The pension law distinguishes between contributory (“Beitragszeiten”) and qualifying periods (“Ersatzzeiten”) in insurance coverage (“Versicherungszeiten”). Contributions are regularly paid during employment. Typical examples of qualifying periods are years of schooling, unemployment, military service, sick leave and maternity leave. Eligibility for the old-age pension requires 15 years of contributory service, or 15 years of insurance coverage over the last 30 years, or 25 years of insurance coverage over the whole life, whatever applies first.
See Knell et al. (2006) for a detailed summary of pension reforms in Austria.
Fields and Mitchell (1984) provide detailed comparative statics of the life cycle model.
In Germany, disability pensions are also granted very generously. According to Boersch-Supan et al. (2004), 29% of German private sector workers retire on a disability pension, while only 20% retire statutorily.

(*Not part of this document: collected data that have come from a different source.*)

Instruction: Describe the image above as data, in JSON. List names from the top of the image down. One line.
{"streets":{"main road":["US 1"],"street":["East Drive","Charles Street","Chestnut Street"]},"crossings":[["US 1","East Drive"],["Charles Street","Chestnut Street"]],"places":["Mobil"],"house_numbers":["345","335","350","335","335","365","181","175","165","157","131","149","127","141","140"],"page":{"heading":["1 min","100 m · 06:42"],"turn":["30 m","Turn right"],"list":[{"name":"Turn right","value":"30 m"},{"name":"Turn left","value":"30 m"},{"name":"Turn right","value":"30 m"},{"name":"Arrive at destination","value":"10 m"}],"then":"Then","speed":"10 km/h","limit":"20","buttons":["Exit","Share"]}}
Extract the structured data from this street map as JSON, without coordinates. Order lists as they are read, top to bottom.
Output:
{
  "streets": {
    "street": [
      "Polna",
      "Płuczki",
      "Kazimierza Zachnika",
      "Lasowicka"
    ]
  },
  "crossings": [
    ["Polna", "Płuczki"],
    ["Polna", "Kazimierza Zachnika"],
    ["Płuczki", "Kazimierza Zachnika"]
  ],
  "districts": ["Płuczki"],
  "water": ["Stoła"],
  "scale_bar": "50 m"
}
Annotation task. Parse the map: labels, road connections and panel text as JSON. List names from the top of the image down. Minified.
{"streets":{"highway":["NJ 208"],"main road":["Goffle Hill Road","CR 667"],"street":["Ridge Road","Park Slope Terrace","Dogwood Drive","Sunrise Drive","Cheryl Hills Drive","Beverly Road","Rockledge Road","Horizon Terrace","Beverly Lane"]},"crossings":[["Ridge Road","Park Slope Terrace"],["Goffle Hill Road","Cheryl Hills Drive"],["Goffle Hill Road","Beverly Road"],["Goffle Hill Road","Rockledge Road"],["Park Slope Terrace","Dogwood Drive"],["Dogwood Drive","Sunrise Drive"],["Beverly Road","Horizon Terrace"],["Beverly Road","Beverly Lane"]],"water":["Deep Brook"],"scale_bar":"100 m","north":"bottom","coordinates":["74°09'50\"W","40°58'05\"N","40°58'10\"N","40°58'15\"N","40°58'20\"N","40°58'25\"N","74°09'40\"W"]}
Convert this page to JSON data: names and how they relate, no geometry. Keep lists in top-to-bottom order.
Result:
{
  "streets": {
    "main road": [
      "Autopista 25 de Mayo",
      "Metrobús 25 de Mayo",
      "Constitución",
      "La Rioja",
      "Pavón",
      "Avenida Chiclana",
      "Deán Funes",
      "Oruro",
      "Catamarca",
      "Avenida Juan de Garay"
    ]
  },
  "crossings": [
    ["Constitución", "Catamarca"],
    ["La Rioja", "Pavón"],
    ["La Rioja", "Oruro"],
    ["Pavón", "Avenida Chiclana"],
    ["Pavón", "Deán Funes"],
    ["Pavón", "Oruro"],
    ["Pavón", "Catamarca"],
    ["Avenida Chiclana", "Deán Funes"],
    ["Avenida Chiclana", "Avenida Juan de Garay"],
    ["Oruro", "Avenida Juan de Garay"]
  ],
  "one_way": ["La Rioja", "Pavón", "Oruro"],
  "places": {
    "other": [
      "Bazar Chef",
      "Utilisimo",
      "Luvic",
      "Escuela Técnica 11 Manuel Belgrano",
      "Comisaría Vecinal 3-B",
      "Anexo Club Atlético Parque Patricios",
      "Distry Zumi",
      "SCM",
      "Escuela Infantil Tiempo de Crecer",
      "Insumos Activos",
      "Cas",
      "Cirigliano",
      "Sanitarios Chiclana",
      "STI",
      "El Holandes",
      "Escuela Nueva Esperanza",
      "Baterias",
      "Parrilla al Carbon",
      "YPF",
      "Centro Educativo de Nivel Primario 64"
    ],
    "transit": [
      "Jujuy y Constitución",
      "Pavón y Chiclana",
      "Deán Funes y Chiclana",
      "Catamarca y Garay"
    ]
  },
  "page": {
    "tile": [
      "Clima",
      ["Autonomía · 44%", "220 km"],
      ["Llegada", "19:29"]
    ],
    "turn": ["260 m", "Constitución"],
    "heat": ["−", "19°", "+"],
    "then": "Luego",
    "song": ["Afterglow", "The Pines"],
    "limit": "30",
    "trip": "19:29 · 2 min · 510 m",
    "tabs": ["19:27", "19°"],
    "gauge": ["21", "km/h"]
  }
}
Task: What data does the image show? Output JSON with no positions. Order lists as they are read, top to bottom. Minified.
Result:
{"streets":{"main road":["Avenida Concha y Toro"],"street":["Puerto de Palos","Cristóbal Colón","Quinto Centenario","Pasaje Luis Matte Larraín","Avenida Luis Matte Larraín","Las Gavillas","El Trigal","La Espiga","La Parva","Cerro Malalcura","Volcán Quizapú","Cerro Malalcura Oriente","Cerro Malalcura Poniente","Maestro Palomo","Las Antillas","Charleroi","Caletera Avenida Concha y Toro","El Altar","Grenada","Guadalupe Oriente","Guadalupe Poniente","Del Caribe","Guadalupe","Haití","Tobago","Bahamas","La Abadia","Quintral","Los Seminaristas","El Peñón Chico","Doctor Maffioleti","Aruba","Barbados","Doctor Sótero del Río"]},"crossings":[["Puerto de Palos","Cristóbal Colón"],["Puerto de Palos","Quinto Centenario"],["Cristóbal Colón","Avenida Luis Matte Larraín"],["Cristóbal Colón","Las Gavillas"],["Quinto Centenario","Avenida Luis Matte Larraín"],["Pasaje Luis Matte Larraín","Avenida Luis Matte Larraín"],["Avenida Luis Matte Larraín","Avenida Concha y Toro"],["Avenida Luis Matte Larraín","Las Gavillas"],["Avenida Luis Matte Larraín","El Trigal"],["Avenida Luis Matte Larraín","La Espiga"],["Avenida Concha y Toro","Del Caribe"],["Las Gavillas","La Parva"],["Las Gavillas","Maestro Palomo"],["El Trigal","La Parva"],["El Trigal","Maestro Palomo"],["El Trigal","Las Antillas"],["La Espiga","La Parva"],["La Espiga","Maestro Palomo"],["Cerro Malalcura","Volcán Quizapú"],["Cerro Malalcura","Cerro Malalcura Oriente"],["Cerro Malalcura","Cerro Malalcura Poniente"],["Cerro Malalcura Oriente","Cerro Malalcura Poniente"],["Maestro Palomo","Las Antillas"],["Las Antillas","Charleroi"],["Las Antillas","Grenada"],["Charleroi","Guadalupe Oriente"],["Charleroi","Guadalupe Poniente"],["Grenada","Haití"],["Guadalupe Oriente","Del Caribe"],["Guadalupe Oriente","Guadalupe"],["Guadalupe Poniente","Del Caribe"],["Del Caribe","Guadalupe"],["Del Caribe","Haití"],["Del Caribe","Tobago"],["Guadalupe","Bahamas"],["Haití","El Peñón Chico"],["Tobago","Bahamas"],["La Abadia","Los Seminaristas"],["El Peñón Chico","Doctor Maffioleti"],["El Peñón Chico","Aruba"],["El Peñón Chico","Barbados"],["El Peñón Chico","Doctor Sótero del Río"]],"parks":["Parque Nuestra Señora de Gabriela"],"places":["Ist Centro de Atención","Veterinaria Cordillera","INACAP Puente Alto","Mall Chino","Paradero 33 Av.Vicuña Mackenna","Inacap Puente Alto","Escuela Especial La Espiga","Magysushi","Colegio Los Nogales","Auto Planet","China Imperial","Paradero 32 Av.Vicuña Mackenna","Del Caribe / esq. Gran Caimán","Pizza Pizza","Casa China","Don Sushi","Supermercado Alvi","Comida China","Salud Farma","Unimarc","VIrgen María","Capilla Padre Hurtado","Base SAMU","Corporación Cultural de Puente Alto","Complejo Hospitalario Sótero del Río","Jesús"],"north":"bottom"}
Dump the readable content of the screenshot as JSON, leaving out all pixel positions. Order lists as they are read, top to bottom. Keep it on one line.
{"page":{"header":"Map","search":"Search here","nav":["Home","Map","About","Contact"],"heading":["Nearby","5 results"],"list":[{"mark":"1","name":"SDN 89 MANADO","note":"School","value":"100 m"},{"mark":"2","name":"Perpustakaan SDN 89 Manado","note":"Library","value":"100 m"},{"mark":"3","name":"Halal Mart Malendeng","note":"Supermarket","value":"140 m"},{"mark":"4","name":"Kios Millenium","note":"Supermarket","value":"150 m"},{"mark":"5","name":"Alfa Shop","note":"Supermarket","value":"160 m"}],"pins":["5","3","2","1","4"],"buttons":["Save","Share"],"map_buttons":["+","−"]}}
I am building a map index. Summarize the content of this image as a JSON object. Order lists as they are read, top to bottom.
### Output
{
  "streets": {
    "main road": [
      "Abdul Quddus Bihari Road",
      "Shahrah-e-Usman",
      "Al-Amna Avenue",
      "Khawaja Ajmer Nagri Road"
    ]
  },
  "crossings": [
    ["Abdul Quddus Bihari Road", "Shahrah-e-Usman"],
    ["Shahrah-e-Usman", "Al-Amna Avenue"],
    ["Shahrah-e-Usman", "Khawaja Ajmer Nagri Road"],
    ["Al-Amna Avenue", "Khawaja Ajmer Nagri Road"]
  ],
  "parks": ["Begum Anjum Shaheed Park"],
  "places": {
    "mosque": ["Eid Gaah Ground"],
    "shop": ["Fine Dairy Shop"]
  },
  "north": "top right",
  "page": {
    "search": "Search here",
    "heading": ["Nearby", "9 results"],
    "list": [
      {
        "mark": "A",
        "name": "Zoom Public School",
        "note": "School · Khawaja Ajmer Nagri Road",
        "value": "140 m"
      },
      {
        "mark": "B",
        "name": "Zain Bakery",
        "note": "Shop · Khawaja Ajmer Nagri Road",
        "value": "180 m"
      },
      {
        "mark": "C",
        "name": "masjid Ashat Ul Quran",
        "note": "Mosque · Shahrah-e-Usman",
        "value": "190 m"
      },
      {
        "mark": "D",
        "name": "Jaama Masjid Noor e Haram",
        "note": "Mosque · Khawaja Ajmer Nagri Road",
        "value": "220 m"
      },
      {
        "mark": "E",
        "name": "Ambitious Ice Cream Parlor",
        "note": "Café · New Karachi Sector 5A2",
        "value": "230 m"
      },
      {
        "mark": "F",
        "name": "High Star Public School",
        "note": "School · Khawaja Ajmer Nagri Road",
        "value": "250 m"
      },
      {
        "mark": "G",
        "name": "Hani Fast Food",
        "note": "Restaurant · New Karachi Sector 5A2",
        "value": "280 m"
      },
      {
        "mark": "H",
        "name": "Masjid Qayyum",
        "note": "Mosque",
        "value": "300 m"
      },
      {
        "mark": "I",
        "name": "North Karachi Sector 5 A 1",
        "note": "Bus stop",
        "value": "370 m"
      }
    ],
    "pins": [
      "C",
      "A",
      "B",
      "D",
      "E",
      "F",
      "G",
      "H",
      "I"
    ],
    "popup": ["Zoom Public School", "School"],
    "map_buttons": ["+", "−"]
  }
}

Moreover, 40% of German civil servants enter retirement on a disability pension.
In order to determine the growth of earnings as age increases, we have to look at the age earnings profile in Austria. In contrast to many OECD countries, salaries in Austria grow according to seniority until retirement. This implies an age-earnings profile strictly increasing in age rather than being concave in age near-retirement as described on page 129 in OECD (2005) Also, all wage increases are bargained on the federal level by labor unions and employer organizations of an industry. Consequently, all employees in an industry will have an identical salary growth rate. Under these circumstances, the “best 15 years” for pension computation are most likely to be the last 15 years before retirement. We will therefore, adopting the method portrayed in Brugiavini and Peracchi (2004), and on page 300 in Hofer and Koman (2006), assume that earnings pre-1997 and prospective future earnings between 1998 and 2004 grow at the annual aggregate growth rate of earnings as found in Austrian Chamber of Commerce (2007).
We assume that all temporary labor force exits come from pension relevant qualifying times (“Ersatzzeiten”) like maternity leave, unemployment, military service, sick leave, rehabilitation leave, and education. Then, these temporary withdrawals enter into the replacement rate.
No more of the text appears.